Do You Have Soil or Dirt: The Science Behind the Biological Approach

The most productive soils on the planet are not found in agricultural lands.  Instead, locally, look to our conifer forests.  They require no nutritional supplements, or herbicides and pesticides.  The Forest Service does not apply nitrogen at 100 units/acre, or gypsum, or sulfur.  Yet even so, if measuring “yield” from these lands, it is clear that they far outproduce agricultural production in terms of biomass.  How is this possible?  How can such significant plant production occur when no nutritional supplements or pest control measures are implemented?  This answer is simple:  The soils of these lands have not been disturbed and have a fully functioning community of soil microbes that constantly cycle nutrients and make them available for the community of above ground plants.  By contrast, our agricultural soils are constantly under pressure from mechanical and chemical disturbance.  These practices are detrimental to the soil biological community and interrupt the process of nutrient cycling.

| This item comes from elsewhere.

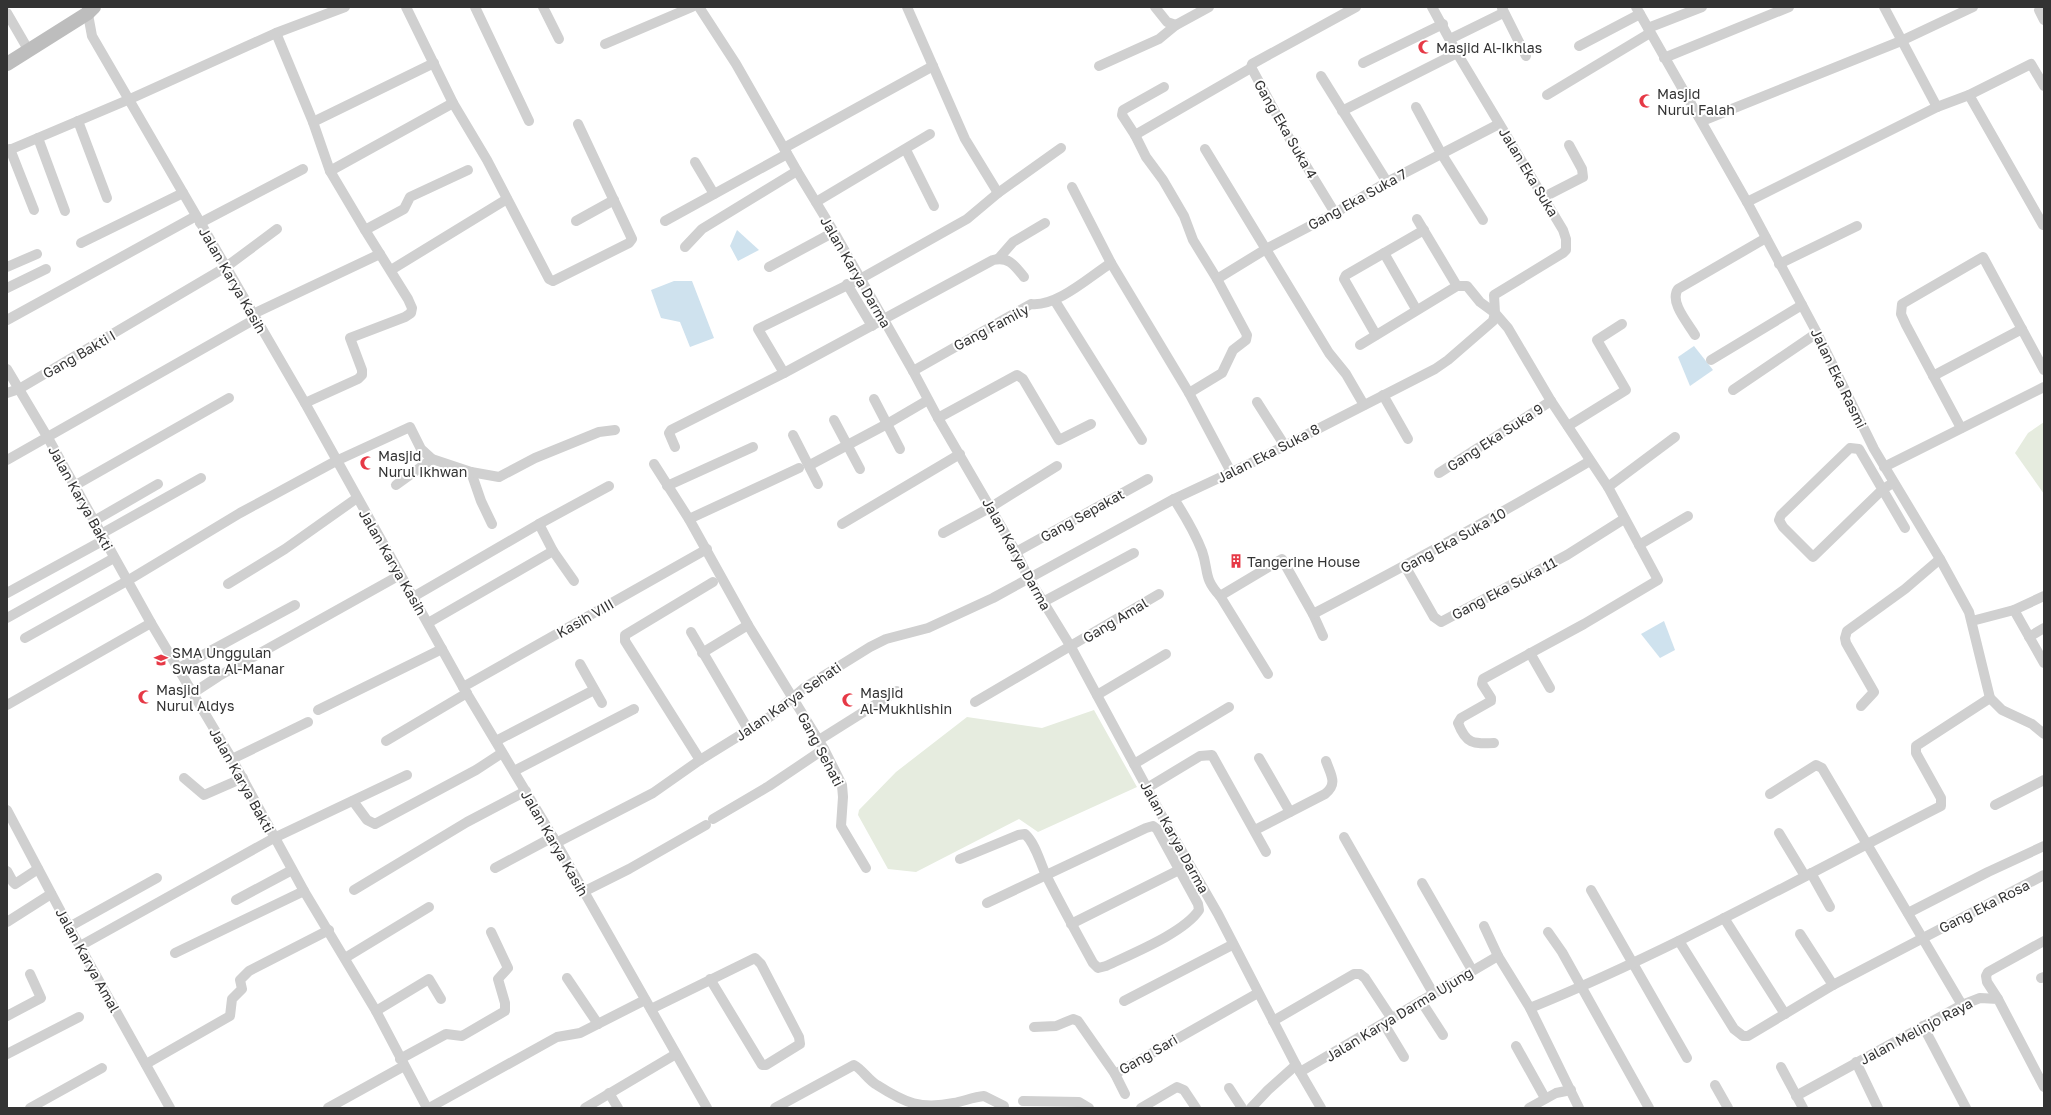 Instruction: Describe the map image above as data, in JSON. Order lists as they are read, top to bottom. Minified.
{"streets":{"street":["Gang Eka Suka 4","Jalan Eka Suka","Gang Eka Suka 7","Jalan Karya Darma","Jalan Karya Kasih","Gang Family","Gang Bakti I","Jalan Eka Rasmi","Gang Eka Suka 9","Jalan Eka Suka 8","Jalan Karya Bakti","Gang Sepakat","Gang Eka Suka 10","Gang Eka Suka 11","Kasih VIII","Gang Amal","Jalan Karya Sehati","Gang Sehati","Gang Eka Rosa","Jalan Karya Amal","Jalan Karya Darma Ujung","Jalan Melinjo Raya","Gang Sari"]},"crossings":[["Gang Eka Suka 4","Gang Eka Suka 7"],["Jalan Eka Suka","Gang Eka Suka 7"],["Jalan Eka Suka","Jalan Eka Suka 8"],["Jalan Karya Darma","Gang Family"],["Jalan Karya Darma","Jalan Eka Suka 8"],["Jalan Karya Darma","Gang Sepakat"],["Jalan Karya Darma","Gang Amal"],["Jalan Karya Darma","Jalan Karya Sehati"],["Jalan Karya Darma","Jalan Karya Darma Ujung"],["Jalan Karya Darma","Gang Sari"],["Jalan Karya Kasih","Gang Bakti I"],["Jalan Karya Kasih","Kasih VIII"],["Jalan Karya Kasih","Jalan Karya Sehati"],["Gang Bakti I","Jalan Karya Bakti"],["Jalan Eka Suka 8","Jalan Karya Sehati"],["Gang Eka Suka 10","Gang Eka Suka 11"],["Kasih VIII","Gang Sehati"],["Jalan Karya Sehati","Gang Sehati"]],"places":{"mosque":["Masjid Al-Ikhlas","Masjid Nurul Falah","Masjid Nurul Ikhwan","Masjid Nurul Aldys","Masjid Al-Mukhlishin"],"building":["Tangerine House"],"school or university":["SMA Unggulan Swasta Al-Manar"]}} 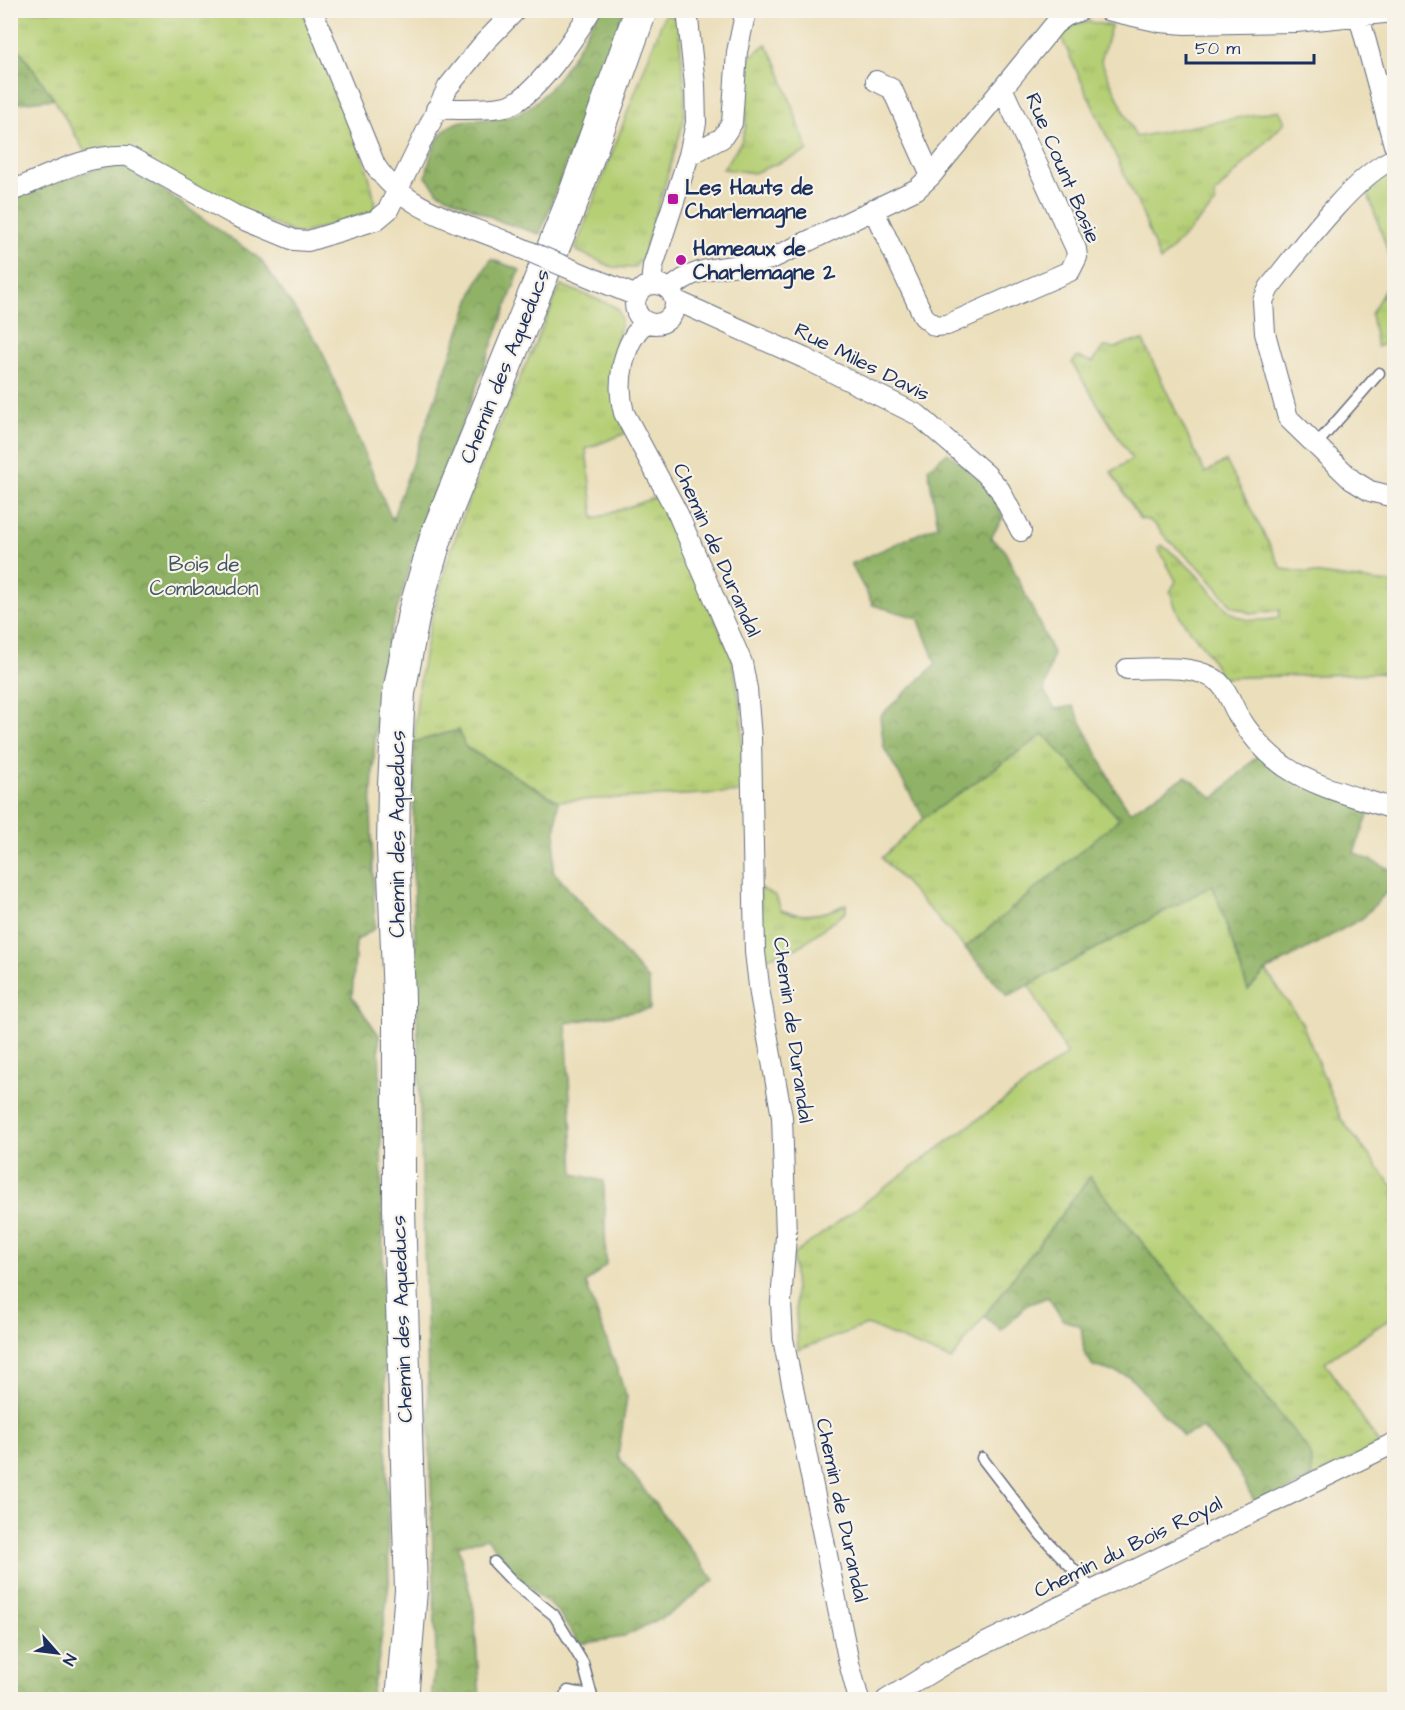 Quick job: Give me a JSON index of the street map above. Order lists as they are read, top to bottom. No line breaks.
{"streets":{"main road":["Chemin des Aqueducs"],"street":["Rue Count Basie","Rue Miles Davis","Chemin de Durandal","Chemin du Bois Royal"]},"crossings":[["Rue Miles Davis","Chemin de Durandal"]],"parks":["Bois de Combaudon"],"places":{"transit":["Les Hauts de Charlemagne"],"other":["Hameaux de Charlemagne 2"]},"scale_bar":"50 m","north":"bottom right"}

So what exactly is “nutrient cycling”?  Although it is difficult to believe, there is no soil on the planet that does not contain the necessary nutrients for healthy plant growth.  While not necessarily present in plant available forms, there is more than enough nitrogen, phosphorus, potassium, etc…., locked in the crystal matrix of the sands, silts, and clays that make up the mineral component of soil to supply plants with all the nutrition they need.  But if it is not in plant available form, how does this feed the plants?  Making these nutrients available is the role of soil biology.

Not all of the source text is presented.